Wednesday, January 25, 2012

ginger, ginger, ginger

Ginger ginger ginger! So spicy, complex, delicious: pickled, in asian dishes, candied or in syrup. Last week I tried to make my own candied ginger. It turned out a little drier and more caramelized than I would have liked, but delicious none the less. David Lebovitz told me to slice the ginger as finely as possible, which I think was my downfall - I went overboard. Anyways, here's the recipes I used:

Alton Brown's Candied Ginger and David Lebovitz's Candied Ginger

What to do with all that ginger? Dip in in chocolate, mix it into granola, throw into baked goods. Eat it straight!

Also, I found myself with a bunch of left over simple syrup, strongly flavoured with ginger. I boiled it down and mixed in a cup or so of honey: voila! Ginger honey! Delicious in hot water with lemon to take off the winter chill.

my favourite lunch: grilled cheese

brie and apple grilled cheese

The best combination - creamy brie, sweet apples, crispy, buttery bread. A revelation: mustard is awesome in grilled cheese, and of course I'm talking about Koslick's awesome maple mustard (the mustard man at St. Lawrence Market).

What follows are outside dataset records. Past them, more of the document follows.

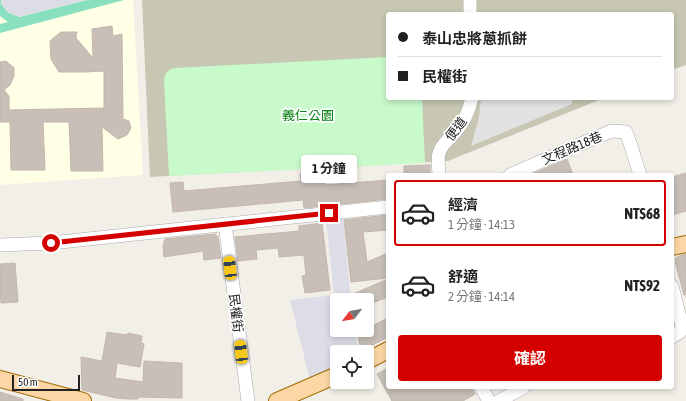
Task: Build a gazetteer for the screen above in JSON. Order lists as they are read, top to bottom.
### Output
{
  "streets": {
    "street": ["便道", "文程路18巷", "民權街"]
  },
  "parks": ["義仁公園"],
  "scale_bar": "50 m",
  "north": "bottom left",
  "page": {
    "banner": ["泰山忠將蔥抓餅", "民權街"],
    "bubble": "1 分鐘",
    "list": [
      {
        "name": "經濟",
        "note": "1 分鐘 · 14:13",
        "value": "NT$68"
      },
      {
        "name": "舒適",
        "note": "2 分鐘 · 14:14",
        "value": "NT$92"
      }
    ],
    "buttons": "確認",
    "scale": "50 m"
  }
}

This sandwich here? Triple creme brie, thinly sliced apples, maple mustard and olive oil.

I'm not going to give you instructions on how to make a grilled cheese, I think it's a skill most of us learned early on in the kitchen. I am, however, going to suggest that you reconsider your ingredients and switch things up. Use new types of bread, olive oil instead of butter, exciting cheeses, condiments, tomatoes, apples, caramelized onions... the possibilities are endless!

A new trick I learned? Using my new mandolin to cut the apple slices. They were so thin that they cooked right through in the sandwich, making a gooey, soft and sweet centre.

meet mr. mandoline

Mandolines are a slightly scary kitchen tool - one wrong move and you've shaved off the end of your finger. However, everything fun is a little bit dangerous, right? A mandolin is a necessary tool for creating paper-thin slices, beautiful and delicious in many recipes. Think of finely sliced potatoes in a gratin, or ribbons of beets or carrots for salads.

Here's a fast, fresh salad for winter - storage carrots and greenhouse cucumbers in delicate ribbons, with tangy, lemon dressing.

carrot and cucumber salad

1 carrot, scrubbed and sliced on a mandoline
1/2 cucumber, sliced on a mandoline
juice of 1/2 lemon
1 tbsp olive oil
a handful of cilantro, chopped
salt and pepper

Combine all ingredients in a bowl. Toss to combine!

Tuesday, January 17, 2012

dumplings, rice and sweet carrots

I've been thinking a lot recently about the idea of menu planning - that perfect combination of dishes, connected by a theme, ingredient, season, region or feeling. Especially in Toronto, where every possible type of food is available, meals can sometimes become a mash-up of ingredients and dishes that don't really work together. But once in a while, a menu works perfectly. All the flavours work together. And don't forget the weather - beyond the simple fact of season, winter is a time for filling, starchy, hearty meals. Think roots, apples, vegetables that store well, spices and flavours that warm you up.

Menu planning can be difficult. It involves planning ahead, the mix-and-matching of recipes and ingredients. Try looking at the back of your favourite cookbook for ideas. Often, authors will group recipes by culture, theme or season. Or, check out Jamie Oliver's new cookbook Meals in Minutes. He's done all the work for you, and created tons of delicious meals, complete with side dishes and desserts.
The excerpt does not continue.